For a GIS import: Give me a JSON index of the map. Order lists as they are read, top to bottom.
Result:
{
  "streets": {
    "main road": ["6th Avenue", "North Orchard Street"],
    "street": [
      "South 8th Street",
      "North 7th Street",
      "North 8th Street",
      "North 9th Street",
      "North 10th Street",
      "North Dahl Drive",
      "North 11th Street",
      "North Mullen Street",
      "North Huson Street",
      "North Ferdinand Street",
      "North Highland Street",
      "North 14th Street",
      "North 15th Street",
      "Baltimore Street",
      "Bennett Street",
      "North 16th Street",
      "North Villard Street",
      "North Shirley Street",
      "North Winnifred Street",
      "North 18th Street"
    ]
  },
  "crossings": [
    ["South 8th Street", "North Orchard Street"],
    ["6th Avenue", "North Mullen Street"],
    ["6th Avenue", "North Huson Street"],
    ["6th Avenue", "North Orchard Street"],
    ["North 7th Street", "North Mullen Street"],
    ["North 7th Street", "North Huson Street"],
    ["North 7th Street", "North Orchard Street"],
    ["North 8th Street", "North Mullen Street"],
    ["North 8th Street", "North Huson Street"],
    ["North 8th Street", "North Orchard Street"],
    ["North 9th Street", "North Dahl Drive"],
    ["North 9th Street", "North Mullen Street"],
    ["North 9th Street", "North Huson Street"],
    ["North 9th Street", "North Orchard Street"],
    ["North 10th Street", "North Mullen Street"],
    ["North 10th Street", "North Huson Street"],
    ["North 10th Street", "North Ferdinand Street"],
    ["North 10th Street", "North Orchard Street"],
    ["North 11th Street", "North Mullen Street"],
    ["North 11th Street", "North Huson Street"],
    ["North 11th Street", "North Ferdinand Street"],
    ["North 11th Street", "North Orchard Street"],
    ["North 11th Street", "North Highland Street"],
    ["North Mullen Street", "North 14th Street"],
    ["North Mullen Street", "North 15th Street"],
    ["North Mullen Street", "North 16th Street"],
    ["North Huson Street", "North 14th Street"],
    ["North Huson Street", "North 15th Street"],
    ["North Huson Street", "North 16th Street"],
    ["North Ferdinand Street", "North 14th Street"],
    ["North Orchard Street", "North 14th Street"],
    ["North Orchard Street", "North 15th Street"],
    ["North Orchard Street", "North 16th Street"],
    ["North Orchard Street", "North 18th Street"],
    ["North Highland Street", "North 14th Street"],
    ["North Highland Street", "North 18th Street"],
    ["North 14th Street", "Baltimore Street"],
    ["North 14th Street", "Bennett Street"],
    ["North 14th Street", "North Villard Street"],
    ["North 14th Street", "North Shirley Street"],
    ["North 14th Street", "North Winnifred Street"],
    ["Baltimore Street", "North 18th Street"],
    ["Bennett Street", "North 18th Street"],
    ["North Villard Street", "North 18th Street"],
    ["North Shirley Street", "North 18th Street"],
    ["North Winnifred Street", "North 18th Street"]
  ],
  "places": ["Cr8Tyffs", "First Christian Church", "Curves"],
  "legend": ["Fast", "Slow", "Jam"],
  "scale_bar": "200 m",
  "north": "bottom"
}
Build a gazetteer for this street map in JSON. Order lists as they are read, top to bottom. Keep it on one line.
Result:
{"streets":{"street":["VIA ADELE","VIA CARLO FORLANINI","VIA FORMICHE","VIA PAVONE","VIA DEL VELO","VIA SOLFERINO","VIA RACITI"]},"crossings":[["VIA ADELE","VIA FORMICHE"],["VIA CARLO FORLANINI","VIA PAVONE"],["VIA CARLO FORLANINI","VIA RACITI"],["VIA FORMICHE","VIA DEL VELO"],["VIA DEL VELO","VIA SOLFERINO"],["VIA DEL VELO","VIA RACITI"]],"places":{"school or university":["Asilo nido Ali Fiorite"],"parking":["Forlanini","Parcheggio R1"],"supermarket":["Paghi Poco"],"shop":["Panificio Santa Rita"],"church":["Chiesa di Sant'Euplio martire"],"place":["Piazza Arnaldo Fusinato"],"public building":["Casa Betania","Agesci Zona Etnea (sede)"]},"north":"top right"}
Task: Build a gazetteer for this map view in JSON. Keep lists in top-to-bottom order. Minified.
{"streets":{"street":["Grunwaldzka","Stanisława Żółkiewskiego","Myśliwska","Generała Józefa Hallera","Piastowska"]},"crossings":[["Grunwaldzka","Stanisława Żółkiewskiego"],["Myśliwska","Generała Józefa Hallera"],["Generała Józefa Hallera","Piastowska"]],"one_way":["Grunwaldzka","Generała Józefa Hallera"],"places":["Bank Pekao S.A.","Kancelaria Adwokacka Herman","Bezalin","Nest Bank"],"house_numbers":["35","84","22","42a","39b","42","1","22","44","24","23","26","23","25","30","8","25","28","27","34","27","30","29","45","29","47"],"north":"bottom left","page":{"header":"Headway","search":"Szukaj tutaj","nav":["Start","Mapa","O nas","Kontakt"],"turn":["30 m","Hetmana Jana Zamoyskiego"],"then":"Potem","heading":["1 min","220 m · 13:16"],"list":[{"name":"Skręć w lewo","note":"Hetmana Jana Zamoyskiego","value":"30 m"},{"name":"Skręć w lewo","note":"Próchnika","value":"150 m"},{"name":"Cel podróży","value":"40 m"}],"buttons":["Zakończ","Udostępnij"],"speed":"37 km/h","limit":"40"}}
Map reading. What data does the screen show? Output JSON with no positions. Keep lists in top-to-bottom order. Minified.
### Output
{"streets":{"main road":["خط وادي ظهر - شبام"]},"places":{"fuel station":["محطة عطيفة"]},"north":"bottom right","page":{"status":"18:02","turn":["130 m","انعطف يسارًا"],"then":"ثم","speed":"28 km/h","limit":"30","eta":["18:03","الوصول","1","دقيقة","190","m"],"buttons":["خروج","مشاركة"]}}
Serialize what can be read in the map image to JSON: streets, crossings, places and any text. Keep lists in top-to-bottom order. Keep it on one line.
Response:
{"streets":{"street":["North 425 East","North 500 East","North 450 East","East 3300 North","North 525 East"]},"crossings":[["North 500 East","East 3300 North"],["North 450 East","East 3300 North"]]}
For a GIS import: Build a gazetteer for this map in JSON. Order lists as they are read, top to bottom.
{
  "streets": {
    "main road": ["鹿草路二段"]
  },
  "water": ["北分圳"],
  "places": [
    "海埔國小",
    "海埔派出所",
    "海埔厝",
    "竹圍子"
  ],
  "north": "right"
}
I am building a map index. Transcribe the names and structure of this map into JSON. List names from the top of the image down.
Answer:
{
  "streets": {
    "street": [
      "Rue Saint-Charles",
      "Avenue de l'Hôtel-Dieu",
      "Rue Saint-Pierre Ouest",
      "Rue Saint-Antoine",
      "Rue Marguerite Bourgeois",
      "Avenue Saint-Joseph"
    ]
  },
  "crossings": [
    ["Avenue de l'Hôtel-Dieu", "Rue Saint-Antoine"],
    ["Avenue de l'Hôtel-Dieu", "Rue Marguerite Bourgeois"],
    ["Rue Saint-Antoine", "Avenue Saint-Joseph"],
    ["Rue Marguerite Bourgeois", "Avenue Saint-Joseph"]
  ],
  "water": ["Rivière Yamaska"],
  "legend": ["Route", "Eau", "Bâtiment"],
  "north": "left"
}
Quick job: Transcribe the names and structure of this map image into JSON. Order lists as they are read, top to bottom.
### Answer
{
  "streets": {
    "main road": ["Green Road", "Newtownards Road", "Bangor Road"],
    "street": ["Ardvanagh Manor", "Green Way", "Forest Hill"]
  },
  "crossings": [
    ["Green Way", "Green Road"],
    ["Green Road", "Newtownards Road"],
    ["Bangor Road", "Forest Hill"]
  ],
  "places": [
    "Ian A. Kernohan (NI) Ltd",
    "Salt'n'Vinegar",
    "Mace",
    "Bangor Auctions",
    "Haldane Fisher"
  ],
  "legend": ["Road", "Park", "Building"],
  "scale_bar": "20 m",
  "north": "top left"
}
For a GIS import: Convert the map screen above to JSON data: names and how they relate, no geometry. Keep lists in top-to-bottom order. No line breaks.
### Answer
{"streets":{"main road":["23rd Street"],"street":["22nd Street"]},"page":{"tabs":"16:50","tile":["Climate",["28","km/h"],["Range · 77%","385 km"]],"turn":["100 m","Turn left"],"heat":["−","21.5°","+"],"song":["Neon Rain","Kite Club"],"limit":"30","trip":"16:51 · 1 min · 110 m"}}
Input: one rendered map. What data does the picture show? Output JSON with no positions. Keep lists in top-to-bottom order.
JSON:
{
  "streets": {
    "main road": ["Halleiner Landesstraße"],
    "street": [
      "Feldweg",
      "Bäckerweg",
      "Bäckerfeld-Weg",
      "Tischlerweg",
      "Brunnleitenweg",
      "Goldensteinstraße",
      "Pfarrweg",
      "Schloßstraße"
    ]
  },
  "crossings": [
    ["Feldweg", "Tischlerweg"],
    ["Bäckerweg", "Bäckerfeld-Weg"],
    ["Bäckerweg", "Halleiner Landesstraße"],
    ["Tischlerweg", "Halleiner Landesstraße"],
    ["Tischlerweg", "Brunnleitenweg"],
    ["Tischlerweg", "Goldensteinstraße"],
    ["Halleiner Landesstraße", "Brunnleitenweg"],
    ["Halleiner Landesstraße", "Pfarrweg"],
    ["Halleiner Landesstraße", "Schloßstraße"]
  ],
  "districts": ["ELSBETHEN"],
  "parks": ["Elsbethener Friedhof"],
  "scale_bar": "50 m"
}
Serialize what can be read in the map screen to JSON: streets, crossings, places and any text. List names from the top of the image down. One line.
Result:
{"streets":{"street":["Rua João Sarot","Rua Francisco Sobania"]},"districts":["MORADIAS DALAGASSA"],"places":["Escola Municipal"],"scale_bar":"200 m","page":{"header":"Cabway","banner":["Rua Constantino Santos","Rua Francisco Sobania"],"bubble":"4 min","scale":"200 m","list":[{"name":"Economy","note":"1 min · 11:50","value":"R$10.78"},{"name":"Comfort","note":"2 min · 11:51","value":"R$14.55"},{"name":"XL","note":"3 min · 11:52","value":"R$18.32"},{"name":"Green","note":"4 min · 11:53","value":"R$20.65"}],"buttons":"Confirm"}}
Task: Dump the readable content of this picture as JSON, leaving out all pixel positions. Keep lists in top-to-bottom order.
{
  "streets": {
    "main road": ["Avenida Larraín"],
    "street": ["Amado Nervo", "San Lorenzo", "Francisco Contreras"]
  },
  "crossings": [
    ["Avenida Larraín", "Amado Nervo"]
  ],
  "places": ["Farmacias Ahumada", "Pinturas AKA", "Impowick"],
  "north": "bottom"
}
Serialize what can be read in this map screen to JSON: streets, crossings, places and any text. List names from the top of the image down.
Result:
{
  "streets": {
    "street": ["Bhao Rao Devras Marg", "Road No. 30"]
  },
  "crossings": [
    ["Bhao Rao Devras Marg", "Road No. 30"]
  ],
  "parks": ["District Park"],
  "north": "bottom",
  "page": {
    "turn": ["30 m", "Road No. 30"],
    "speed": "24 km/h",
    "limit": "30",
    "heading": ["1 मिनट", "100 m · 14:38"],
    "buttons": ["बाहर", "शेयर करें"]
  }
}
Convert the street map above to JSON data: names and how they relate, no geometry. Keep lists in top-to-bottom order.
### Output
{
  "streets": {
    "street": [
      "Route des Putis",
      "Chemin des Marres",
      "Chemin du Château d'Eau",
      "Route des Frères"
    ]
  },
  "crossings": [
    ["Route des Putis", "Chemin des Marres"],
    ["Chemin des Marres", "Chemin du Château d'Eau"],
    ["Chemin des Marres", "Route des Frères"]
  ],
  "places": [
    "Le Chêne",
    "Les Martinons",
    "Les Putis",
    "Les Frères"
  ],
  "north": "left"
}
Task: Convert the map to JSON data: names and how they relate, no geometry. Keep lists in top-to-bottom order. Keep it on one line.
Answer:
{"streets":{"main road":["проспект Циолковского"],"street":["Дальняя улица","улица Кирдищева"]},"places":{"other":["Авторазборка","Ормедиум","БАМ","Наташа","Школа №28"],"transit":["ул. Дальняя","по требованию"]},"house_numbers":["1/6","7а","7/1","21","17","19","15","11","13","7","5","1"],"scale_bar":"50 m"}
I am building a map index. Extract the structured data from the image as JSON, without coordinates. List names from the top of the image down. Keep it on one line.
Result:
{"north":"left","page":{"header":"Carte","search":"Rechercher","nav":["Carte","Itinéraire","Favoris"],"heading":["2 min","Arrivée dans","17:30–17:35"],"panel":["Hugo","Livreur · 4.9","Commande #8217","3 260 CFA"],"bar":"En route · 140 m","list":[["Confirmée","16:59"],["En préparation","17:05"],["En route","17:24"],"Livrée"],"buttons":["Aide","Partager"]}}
* * * *
■ **REQUIREMENT**: Read the entries and select each line where the word "show" is found.

■ **ANSWER**:
Map reading. What data does the screen show? Output JSON with no positions. Keep lists in top-to-bottom order. Minified.
Input: one rendered map. What data does the picture show? Output JSON with no positions. Keep lists in top-to-bottom order.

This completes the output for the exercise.